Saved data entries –
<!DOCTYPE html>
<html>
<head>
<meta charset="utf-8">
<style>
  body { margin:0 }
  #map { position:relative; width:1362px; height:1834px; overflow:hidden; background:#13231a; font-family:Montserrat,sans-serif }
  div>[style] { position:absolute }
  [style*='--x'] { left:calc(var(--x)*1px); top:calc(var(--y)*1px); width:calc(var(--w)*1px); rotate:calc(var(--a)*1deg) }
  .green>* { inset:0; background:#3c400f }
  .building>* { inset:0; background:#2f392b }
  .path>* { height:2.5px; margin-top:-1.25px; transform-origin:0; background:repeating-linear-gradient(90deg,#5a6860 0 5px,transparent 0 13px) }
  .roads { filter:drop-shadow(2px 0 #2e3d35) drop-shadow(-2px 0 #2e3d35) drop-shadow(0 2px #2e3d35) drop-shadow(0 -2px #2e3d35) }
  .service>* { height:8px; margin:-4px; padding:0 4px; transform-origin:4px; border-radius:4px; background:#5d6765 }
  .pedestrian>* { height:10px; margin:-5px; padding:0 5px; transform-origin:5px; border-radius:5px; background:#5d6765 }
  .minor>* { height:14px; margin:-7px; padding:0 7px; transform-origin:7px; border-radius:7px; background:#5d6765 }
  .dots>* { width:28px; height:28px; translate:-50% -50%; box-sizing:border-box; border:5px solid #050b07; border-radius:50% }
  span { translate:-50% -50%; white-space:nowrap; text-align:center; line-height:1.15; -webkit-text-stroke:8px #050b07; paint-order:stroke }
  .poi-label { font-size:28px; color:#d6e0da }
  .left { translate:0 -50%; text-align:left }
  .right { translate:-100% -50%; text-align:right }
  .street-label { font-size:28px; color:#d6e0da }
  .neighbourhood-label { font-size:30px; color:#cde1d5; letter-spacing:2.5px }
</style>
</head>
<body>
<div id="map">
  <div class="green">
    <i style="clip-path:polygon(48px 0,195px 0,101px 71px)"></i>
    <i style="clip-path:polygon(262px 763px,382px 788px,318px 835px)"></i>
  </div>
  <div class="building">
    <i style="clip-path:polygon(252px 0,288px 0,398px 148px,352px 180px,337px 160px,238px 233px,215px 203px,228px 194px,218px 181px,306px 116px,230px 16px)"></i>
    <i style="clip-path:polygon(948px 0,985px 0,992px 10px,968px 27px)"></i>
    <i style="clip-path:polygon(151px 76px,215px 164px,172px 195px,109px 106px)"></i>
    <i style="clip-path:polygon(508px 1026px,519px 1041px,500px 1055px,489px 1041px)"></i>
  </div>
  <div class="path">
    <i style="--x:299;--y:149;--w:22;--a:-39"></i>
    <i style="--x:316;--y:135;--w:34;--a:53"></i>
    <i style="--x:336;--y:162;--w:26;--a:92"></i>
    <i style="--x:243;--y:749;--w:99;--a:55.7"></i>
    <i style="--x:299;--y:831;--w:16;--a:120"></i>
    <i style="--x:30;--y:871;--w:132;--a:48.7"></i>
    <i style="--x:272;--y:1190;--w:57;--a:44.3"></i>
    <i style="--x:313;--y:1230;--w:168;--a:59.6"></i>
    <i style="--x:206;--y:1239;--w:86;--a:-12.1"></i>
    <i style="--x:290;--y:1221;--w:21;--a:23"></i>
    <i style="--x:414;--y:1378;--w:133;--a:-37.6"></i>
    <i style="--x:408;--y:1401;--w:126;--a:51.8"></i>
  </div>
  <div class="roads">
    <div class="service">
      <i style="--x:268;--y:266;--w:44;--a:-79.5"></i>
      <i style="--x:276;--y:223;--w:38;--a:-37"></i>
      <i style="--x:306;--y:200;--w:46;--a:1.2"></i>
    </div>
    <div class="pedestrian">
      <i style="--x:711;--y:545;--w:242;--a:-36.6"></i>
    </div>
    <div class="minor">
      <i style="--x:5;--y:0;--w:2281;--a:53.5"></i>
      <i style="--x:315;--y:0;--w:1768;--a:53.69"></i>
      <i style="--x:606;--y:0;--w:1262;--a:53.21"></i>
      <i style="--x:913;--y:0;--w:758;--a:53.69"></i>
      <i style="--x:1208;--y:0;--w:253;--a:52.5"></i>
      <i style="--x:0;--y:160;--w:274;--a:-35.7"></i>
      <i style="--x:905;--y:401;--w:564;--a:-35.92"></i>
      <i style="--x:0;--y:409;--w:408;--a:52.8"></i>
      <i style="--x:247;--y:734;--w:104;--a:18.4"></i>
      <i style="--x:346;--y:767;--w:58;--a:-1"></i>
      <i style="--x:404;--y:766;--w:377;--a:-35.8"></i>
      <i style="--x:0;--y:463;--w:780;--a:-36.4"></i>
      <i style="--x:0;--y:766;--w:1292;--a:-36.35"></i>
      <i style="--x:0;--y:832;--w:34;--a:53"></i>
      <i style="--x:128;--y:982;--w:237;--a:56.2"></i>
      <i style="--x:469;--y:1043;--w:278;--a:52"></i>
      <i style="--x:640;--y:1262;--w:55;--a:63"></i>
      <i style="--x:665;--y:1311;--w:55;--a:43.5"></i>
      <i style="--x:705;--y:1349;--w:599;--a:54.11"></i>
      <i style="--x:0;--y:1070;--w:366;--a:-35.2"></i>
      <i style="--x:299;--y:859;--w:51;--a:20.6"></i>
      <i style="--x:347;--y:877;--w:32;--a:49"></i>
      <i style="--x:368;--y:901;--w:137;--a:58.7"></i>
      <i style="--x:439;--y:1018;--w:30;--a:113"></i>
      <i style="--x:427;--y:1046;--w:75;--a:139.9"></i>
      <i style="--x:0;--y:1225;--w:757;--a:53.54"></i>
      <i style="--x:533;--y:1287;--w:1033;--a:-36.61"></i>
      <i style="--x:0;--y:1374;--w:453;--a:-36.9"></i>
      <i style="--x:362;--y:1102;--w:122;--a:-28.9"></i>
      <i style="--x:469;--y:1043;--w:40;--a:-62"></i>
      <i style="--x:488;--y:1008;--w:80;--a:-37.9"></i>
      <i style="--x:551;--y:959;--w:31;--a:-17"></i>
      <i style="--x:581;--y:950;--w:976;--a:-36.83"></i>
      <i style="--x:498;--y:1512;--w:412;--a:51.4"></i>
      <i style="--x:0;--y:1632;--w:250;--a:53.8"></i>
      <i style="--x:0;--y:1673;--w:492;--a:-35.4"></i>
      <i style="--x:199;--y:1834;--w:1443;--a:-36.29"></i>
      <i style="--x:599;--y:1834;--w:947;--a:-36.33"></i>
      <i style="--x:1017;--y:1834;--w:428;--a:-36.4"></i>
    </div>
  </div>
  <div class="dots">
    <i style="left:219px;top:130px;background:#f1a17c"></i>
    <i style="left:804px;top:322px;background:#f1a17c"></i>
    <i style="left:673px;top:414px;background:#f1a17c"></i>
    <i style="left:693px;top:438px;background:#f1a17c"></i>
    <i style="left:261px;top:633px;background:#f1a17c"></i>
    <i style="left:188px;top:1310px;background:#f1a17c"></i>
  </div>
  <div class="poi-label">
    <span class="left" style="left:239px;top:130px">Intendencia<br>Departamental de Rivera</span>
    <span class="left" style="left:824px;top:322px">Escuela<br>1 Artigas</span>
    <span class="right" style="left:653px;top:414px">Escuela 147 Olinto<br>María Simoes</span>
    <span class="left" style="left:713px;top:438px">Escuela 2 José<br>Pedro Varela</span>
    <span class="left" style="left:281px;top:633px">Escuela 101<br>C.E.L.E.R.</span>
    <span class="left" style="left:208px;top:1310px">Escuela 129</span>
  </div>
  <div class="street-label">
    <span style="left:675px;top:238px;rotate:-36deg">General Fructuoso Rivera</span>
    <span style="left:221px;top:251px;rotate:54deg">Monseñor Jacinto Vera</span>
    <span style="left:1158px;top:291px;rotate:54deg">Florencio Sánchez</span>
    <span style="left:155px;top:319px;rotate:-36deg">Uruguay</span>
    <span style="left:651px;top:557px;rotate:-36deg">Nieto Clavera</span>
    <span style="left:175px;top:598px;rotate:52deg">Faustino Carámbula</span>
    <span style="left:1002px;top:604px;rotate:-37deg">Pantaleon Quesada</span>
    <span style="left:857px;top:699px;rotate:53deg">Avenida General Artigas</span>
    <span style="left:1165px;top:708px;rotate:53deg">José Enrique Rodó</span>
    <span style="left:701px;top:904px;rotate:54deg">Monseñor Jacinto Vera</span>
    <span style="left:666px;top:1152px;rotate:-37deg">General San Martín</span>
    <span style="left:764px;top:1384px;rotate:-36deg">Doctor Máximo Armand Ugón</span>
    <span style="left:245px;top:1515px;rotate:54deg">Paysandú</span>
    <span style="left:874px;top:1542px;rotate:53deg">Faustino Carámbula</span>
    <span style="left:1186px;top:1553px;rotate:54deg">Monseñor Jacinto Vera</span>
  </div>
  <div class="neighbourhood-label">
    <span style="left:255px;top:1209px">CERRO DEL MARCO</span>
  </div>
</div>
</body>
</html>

Task objective – Write down every line of the data above that includes the string "Monseñor".

Response area –
    <span style="left:221px;top:251px;rotate:54deg">Monseñor Jacinto Vera</span>
    <span style="left:701px;top:904px;rotate:54deg">Monseñor Jacinto Vera</span>
    <span style="left:1186px;top:1553px;rotate:54deg">Monseñor Jacinto Vera</span>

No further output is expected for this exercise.